Gauthier Dance Company und Freunde im Kölner Staatenhaus
Fast, furios & serious – eine Gala der besonderen Art
von Simone Hamm
So hatten sich die Macher von tanz.köln ihre Ballettgala mit Eric Gauthier nicht vorgestellt. Die Oper hätte längst eröffnet sein sollen und die Gala der Auftakt zu künftigen Tanzabenden dort. Es kam anders. Seit fast zehn Jahren wird die Oper saniert, die Kosten belaufen sich mittlerweile auf 1,3 Milliarden Euro. Fertiggestellt ist sie noch immer nicht. Also präsentierte Eric Gauthier seine Kompanie und viele Gäste im Ausweichquartier Staatenhaus. Dass es trotz der beeinträchtigten Sichtverhältnisse ein großer Abend wurde, ist Eric Gautiers Charme beim Moderieren, der geschickten Auswahl und natürlich dem Können aller Tänzer und Tänzerinnen zu verdanken.
Anne Teresa de Keersmakers „Fase, Four Mouvements“, Foto: File Deprez
Der Abend beginnt mit zwei Ausschnitten von Anne Teresa de Keersmaker aus „Fase, Four Movements“ zur repetitiven Musik von Steve Reich. Es ist ein Schlüssselwerk de Keersmakers. Sie hat es 1982 – da war sie gerade Anfang zwanzig – choreografiert und in den letzten vierzig Jahren immer selbst mit getanzt. In Köln tanzen Madison Vomastek und Jasmine Ashtari vom Opera Ballet Flandern. In „Piano Phase“ wippen federn, drehen sie sich in parallelen Linien. Sie tragen pastellfarbene Kleider. Ihre Röcke schwingen. Ihre beiden Schatten sind auf der Leinwand zu sehen – und ein dritter, in dem die beiden Tänzerinnen zu einer einzigen Figur verschmelzen. Sie scheinen auf ihren derben Turnschuhen zu gleiten. Zunächst sind ihre Bewegungen vollkommen synchron, dann verschieben sich die Bewegungen der Arme, der Beine, des Kopfes um einen Hauch. Genauso wie die minimalistische Musik sich fast unmerklich ändert. Perfekter können Musik und Tanz nicht harmonieren.

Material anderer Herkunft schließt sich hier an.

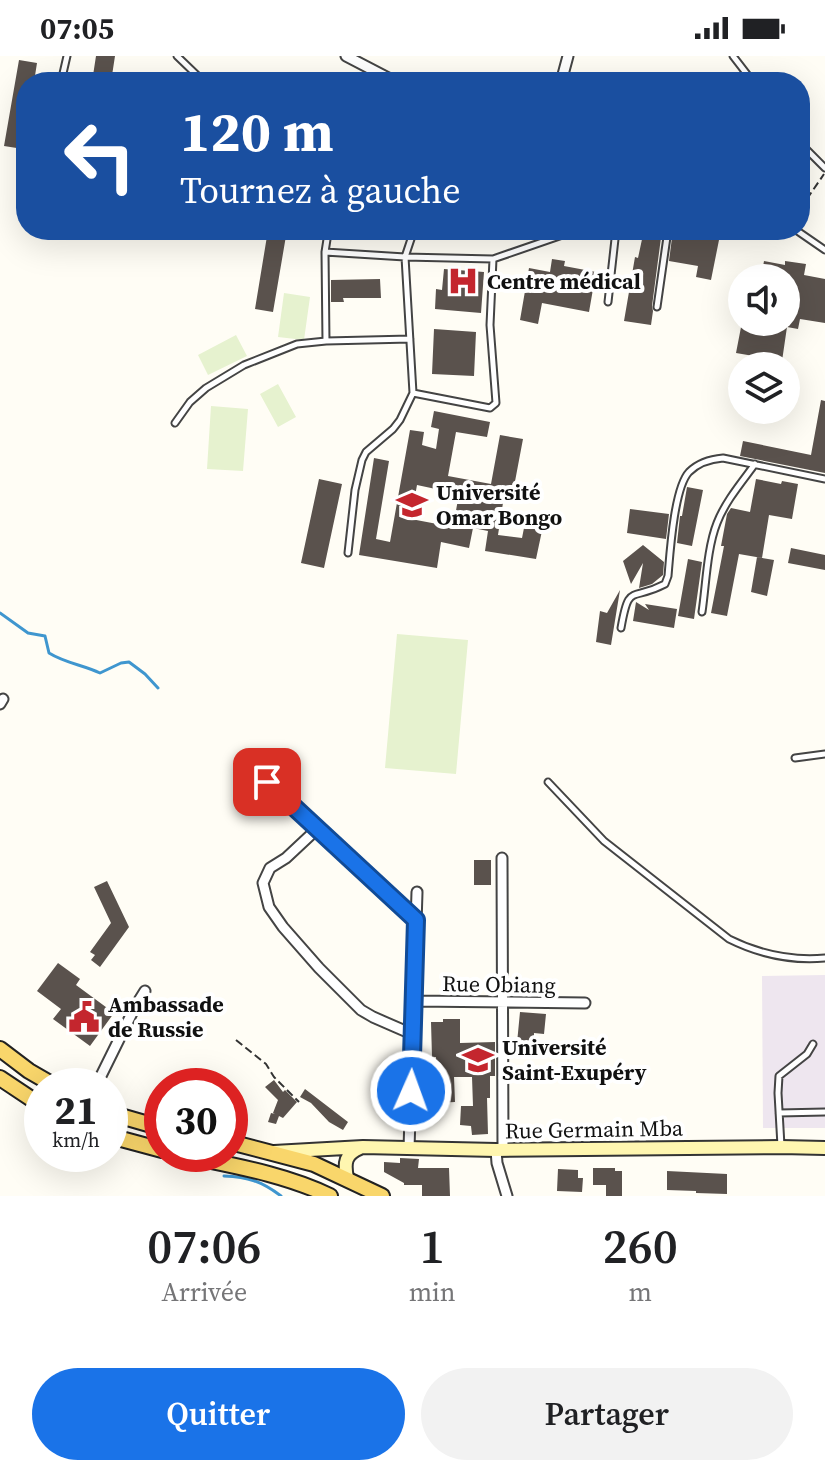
<!DOCTYPE html>
<html lang="fr">
<head>
<meta charset="utf-8">
<style>
	body { margin:0; font-family:"Source Serif 4",serif; background:#f2f2f2; color:#202124; height:100vh; display:flex; flex-direction:column; font-size:30px; white-space:nowrap }
	* { box-sizing:border-box; margin:0 }
	p { font-size:26px; color:#757577 }
	.icon { flex:none; width:44px; height:44px; fill:none; stroke:currentColor; stroke-width:2; stroke-linecap:round; stroke-linejoin:round }
	.map { position:relative; height:1140px; overflow:hidden }
	.drawer { display:flex; flex-direction:column; background:#fff; flex:1 }
	.drawer>* { flex:none }
	.hud { position:absolute; left:16px; top:16px; width:794px; height:168px; border-radius:32px; box-shadow:0 8px 32px #0002; background:#1a4fa0; color:#fff; overflow:hidden }
	.controls { position:absolute; left:728px; top:208px; display:grid; gap:16px }
	.controls a { display:grid; place-items:center; width:72px; height:72px; border-radius:50%; background:#fff; box-shadow:0 8px 32px #0002; font-size:40px }
	.speed { position:absolute; left:24px; top:1012px; display:flex; gap:16px; font-size:40px; font-weight:700; text-align:center }
	.speed>* { display:grid; place-content:center; width:104px; height:104px; border-radius:50%; background:#fff; box-shadow:0 8px 32px #0002; line-height:1 }
	.speed small { font-size:20px; font-weight:400 }
	.speed .limit { border:12px solid #d22; background:#fff; color:#111 }
	.pin { position:absolute; display:grid; place-items:center; width:68px; height:68px; color:#fff; margin:-34px; border-radius:16px; box-shadow:0 4px 12px #0006 }
	.me { position:absolute; width:88px; margin:-44px; rotate:2deg; stroke-linejoin:round; filter:drop-shadow(0 0 6px #0008) }
	.turn { display:flex; align-items:center; gap:28px; height:168px; padding:0 32px; font-size:36px }
	.turn .icon { width:104px; height:104px; stroke-width:2.5 }
	.turn b { display:block; font-size:56px; line-height:68px }
	.eta { display:flex; justify-content:space-evenly; align-items:center; height:136px; text-align:center }
	.eta b { font-size:48px; font-weight:600; line-height:56px }
	.primary-button { display:flex; gap:16px; margin-top:auto; padding:16px 32px }
	.primary-button a { flex:1; height:92px; border-radius:48px; background:#1a73e8; color:#fff; font-size:32px; font-weight:600; line-height:92px; text-align:center }
	.primary-button a+a { background:#f2f2f2; color:#202124 }
	.status { display:flex; justify-content:space-between; align-items:center; height:56px; padding:0 40px; background:#fff; direction:ltr }
	.status svg { height:22px; fill:currentColor }
	.map>svg:first-child { display:block }
</style>
</head>
<body>
<div class="status"><b>07:05</b><svg viewBox="0 0 49 12"><path d="M0 12V9h3v3zM5 12V6h3v6zM10 12V3h3v9zM15 12V0h3v12zM26 1h20v11H26zM47 4h2v5h-2z"/></svg></div>
<div class="map">
<svg width="825" height="1140" viewBox="0 0 825 1140">
	<rect width="100%" height="100%" fill="#fffdf5"/>
	<path fill="#eee6ef" d="M825,919V1072H763L762,920Z"/>
	<path fill="#e6f2cf" d="M284,237L310,241L304,284L278,281Z
		M236,279L247,300L208,319L198,299Z
		M278,328L296,361L278,371L260,338Z
		M211,350L248,353L243,415L207,413Z
		M397,578L468,584L456,718L385,712Z"/>
	<g fill="none" stroke-linecap="round" stroke-linejoin="round">
		<path stroke="#3f96cf" stroke-width="3" d="M0,557L28,577L45,580L49,597C65,607 83,609 100,617L121,607L129,606L145,618L158,632
			M224,1120C248,1121 261,1125 281,1140"/>
	</g>
	<path fill="#5a524d" fill-rule="evenodd" d="M96,0H115L111,26H92Z
		M19,4L37,7L34,26H26V73L23,93L4,90Z
		M268,174H287L273,256L255,253Z
		M644,174H662L652,250L653,255L651,269L624,265L635,201L638,202Z
		M673,174H721L711,224L696,221L698,210L669,205Z
		M552,203L565,205L564,210L596,216L589,256L542,247L538,268L520,264L529,212L550,216Z
		M764,205L785,209V205L806,208L804,219L825,223V267L800,263L798,273L787,271L782,305L736,297L742,266H786V222H761Z
		M444,213L484,216L481,257L435,253L436,233L442,234Z
		M380,223L381,242H343L344,246H331V224Z
		M434,273L476,276L474,320L432,318Z
		M821,344L825,345V417L740,400L743,385L811,399Z
		M434,355L490,366L487,381L456,376L448,420L491,428L500,379L523,383L513,436L505,434L498,479L522,482L525,467L543,470L536,503L485,495L488,475L473,472L469,492L441,486L437,512L359,499L374,402L389,405L376,483L390,486L410,374L424,376L422,389L436,393L439,373L431,371ZM417,429L459,438L453,471L411,463Z
		M319,423L342,428L324,512L301,507Z
		M756,423L781,428L782,425L798,428L792,463L769,459L762,502L739,498L727,560L711,557L724,490H721L727,458L731,452L750,456Z
		M687,431L703,434L692,490L677,487L680,460H682Z
		M630,453L669,458L666,483L627,477Z
		M643,489L664,506L663,519L652,528L639,532L643,507L631,528L623,505Z
		M791,492L825,499V514L788,507Z
		M757,501L774,504L767,540L751,536Z
		M688,503L702,506L694,563L678,560Z
		M620,534L611,589L596,586L600,555L607,557Z
		M636,546L649,554L645,548L677,553L674,572L633,565Z
		M474,804H491V829H474Z
		M107,825L129,871L100,911L91,904L95,899L90,896L111,867L94,831Z
		M58,907L80,923L76,929L114,957L90,990L53,963L61,953L37,935Z
		M520,956L546,958L544,978L534,977V989L517,987Z
		M443,963H460V987L495,986V1020H490V1042H487L488,1078L472,1079L471,1070L460,1069L461,1050H473L472,1021H454L455,1046L435,1047L436,1001H432L431,966H443Z
		M274,1024L283,1036L285,1034L297,1046L283,1062L279,1060L276,1068L268,1066L271,1057L275,1058L273,1057L278,1044L265,1031Z
		M305,1033L348,1066L343,1074L329,1066L311,1047L300,1041Z
		M400,1102L419,1103L418,1112H449L450,1140H422V1129H404V1127L384,1116V1106L400,1107Z
		M593,1112H615V1115H622V1140H606V1129H593Z
		M558,1113L578,1114V1122H583L582,1136L557,1135Z
		M667,1115L727,1118V1138L696,1137V1135L667,1134Z"/>
	<g fill="none" stroke-linecap="round" stroke-linejoin="round">
		<defs>
			<path id="lane" d="M177,0L204,26
				M733,0L753,26
				M61,26L67,0
				M800,87L825,112
				M326,174L328,177L325,196L405,201L414,174
				M796,174L825,194
				M325,196L326,285
				M608,246L616,174
				M657,251L668,174
				M413,337L490,352L496,347L490,269L493,203
				M175,367L190,346L206,332L244,309L297,288L326,285L410,283
				M348,497L355,434L362,404L366,396L393,373L400,364L413,337L405,201L493,203L577,174
				M702,556C706,529 707,492 717,467C725,446 741,427 755,408
				M621,572C629,526 631,546 665,528L668,520C670,497 674,432 689,416C698,407 711,403 723,402L825,423
				M795,702L825,698
				M548,726L604,785L729,883C759,898 791,905 825,902
				M779,1057L825,1056
				M781,1090L778,1037L779,1020L807,998L813,988"/>
			<path id="street" d="M346,0L396,26
				M561,26L568,0
				M0,648L3,643
				M267,726L416,864
				M317,773L286,802L270,812L263,827L269,851L283,871L319,912L361,954L373,961L412,978
				M502,802L503,1094
				M414,945L585,947
				M96,1030L135,951L145,935
				M409,1093L417,836
				M496,1094L497,1107L507,1140"/>
			<path id="secondary" d="M274,1096L363,1091L496,1094L781,1091L825,1092
				M347,1122C344,1107 345,1098 360,1092"/>
			<path id="primary" d="M0,993L29,1015L55,1030
				M0,1022L42,1050
				M110,1057L162,1072
				M110,1080L162,1094
				M230,1086L314,1108L382,1140
				M178,1098C229,1109 282,1117 330,1140"/>
		</defs>
		<use href="#lane" stroke="#444" stroke-width="9"/>
		<use href="#street" stroke="#444" stroke-width="13"/>
		<use href="#secondary" stroke="#333" stroke-width="16"/>
		<use href="#primary" stroke="#222" stroke-width="18"/>
		<path stroke="#333" stroke-width="2" stroke-dasharray="8 4" stroke-linecap="butt" d="M800,153L824,118
			M236,984L266,1008L274,1021L299,1046"/>
		<use href="#lane" stroke="#fff" stroke-width="5"/>
		<use href="#street" stroke="#fff" stroke-width="9"/>
		<use href="#secondary" stroke="#fff6b0" stroke-width="12"/>
		<use href="#primary" stroke="#f9d66b" stroke-width="14"/>
	</g>
	<g fill="none" stroke-linecap="round" stroke-linejoin="round">
		<defs>
			<path id="route" d="M267,726L416,864L411,1035"/>
		</defs>
		<use href="#route" stroke="#114b97" stroke-width="20"/>
		<use href="#route" stroke="#1a73e8" stroke-width="14"/>
	</g>
	<defs>
		<symbol id="hospital-bare" viewBox="-9 -9 18 18"><path d="M-5-5h3v3.5h4V-5h3V5h-3V1.5h-4V5h-3Z" fill="#c4262e" stroke="#fff" stroke-width="2.5" paint-order="stroke"/></symbol>
		<symbol id="university-bare" viewBox="-9 -9 18 18"><path d="M0-5L7-2L0 1L-7-2ZM-4 1L0 2.5L4 1V4Q0 6-4 4Z" fill="#c4262e" stroke="#fff" stroke-width="2.5" paint-order="stroke"/></symbol>
		<symbol id="civic-bare" viewBox="-9 -9 18 18"><path d="M-.6-6.5H3V-4.5H.6V-3L4-1V1h2V6H-6V1h2V-1L-.6-3ZM-1.2 2.5V6h2.4V2.5Z" fill="#c4262e" stroke="#fff" stroke-width="2.5" paint-order="stroke"/></symbol>
	</defs>
	<g fill-rule="evenodd">
		<use href="#hospital-bare" x="441" y="203" width="44" height="44"/>
		<use href="#university-bare" x="390" y="427" width="44" height="44"/>
		<use href="#civic-bare" x="62" y="939" width="44" height="44"/>
		<use href="#university-bare" x="456" y="982" width="44" height="44"/>
	</g>
	<g text-anchor="middle" dominant-baseline="central" stroke-width="8" stroke-linejoin="round" paint-order="stroke">
		<g font-size="22" font-weight="bold" fill="#111" stroke="#fff" text-anchor="start">
			<text x="487" y="225">Centre médical</text>
			<text x="436" y="436">Université<tspan x="436" dy="25">Omar Bongo</tspan></text>
			<text x="108" y="948">Ambassade<tspan x="108" dy="25">de Russie</tspan></text>
			<text x="502" y="991">Université<tspan x="502" dy="25">Saint-Exupéry</tspan></text>
		</g>
		<g font-size="22" fill="#111" stroke="#fff">
			<text transform="translate(499 928) rotate(1)">Rue Obiang</text>
			<text transform="translate(594 1073) rotate(-1)">Rue Germain Mba</text>
		</g>
	</g>
</svg>
<div class="controls">
<a><svg class="icon" aria-label="sound" viewBox="0 0 24 24"><path d="M4 9h4l5-4v14l-5-4H4zM17 9q2 3 0 6"/></svg></a>
<a><svg class="icon" aria-label="layers" viewBox="0 0 24 24"><path d="M12 4l9 5-9 5-9-5zM3 14l9 5 9-5"/></svg></a>
</div>
<div class="speed"><div>21<small>km/h</small></div><div class="limit">30</div></div>
<div class="pin" style="left:267px;top:726px;background:#d93025"><svg class="icon" aria-label="arrive" viewBox="0 0 24 24"><path d="M6 21V4h12l-3 4 3 4H6"/></svg></div>
<svg class="me" style="left:411px;top:1035px" viewBox="-20 -20 40 40"><circle r="17" fill="#1a73e8" stroke="#fff" stroke-width="3"/><path d="M0-11L8 9 0 5-8 9z" fill="#fff"/></svg>
<div class="hud">
<div class="turn"><svg class="icon" aria-label="left" viewBox="0 0 24 24"><path d="M17 20v-9H6M10 6l-5 5 5 5"/></svg><div><b>120 m</b>Tournez à gauche</div></div>
</div>
</div>
<section class="drawer">
<div class="eta">
<div><b>07:06</b><p>Arrivée</p></div>
<div><b>1</b><p>min</p></div>
<div><b>260</b><p>m</p></div>
</div>
<div class="primary-button"><a>Quitter</a><a>Partager</a></div>
</section>
</body>
</html>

Anne Marie de Kersmakers Choreographie mit Madison Vomastek und Jasmine Ashtari, Foto: File Deprez
Bei „Clapping Musik“ ist nur das Klatschen von vier Händen zu hören. 12 Minuten lang. Wieder zuerst synchron, dann geht ein Musiker einen Takt weiter, während der andere die originale Version beibehält. Madison Vomastek und Jasmine Ashtari, jetzt in Bluse und Hemd, folgen dem Klatschen, tanzen, gehen langsam von einer Ecke der Bühne in die andere, und wie bei „Piano Phase“ sind ihre Schritte zunächst ganz gleich, bevor sie sich fast unmerklich unterscheiden. Das ist reine Abstraktion, höchste Konzentration.
Die Choreografie der Stunde stammt von Philippe Kratz und wird derzeit auf etlichen Bühnen gezeigt. Zurecht. Zu der monotonen und doch aufreibenden Musik von Mark Pritchard and the Fields tanzen Casia Vengoechea und Toon Lobach. Choreograf Philippe Kratz hatte sich für sein Werk „O“ von zwei humanoiden Robotern inspirieren lassen, die miteinander agieren können. In Köln antwortete er auf die Frage Eric Gauthiers, ob dieses Stück etwas mit KI zu tun habe, er wolle dazu gar nichts sagen.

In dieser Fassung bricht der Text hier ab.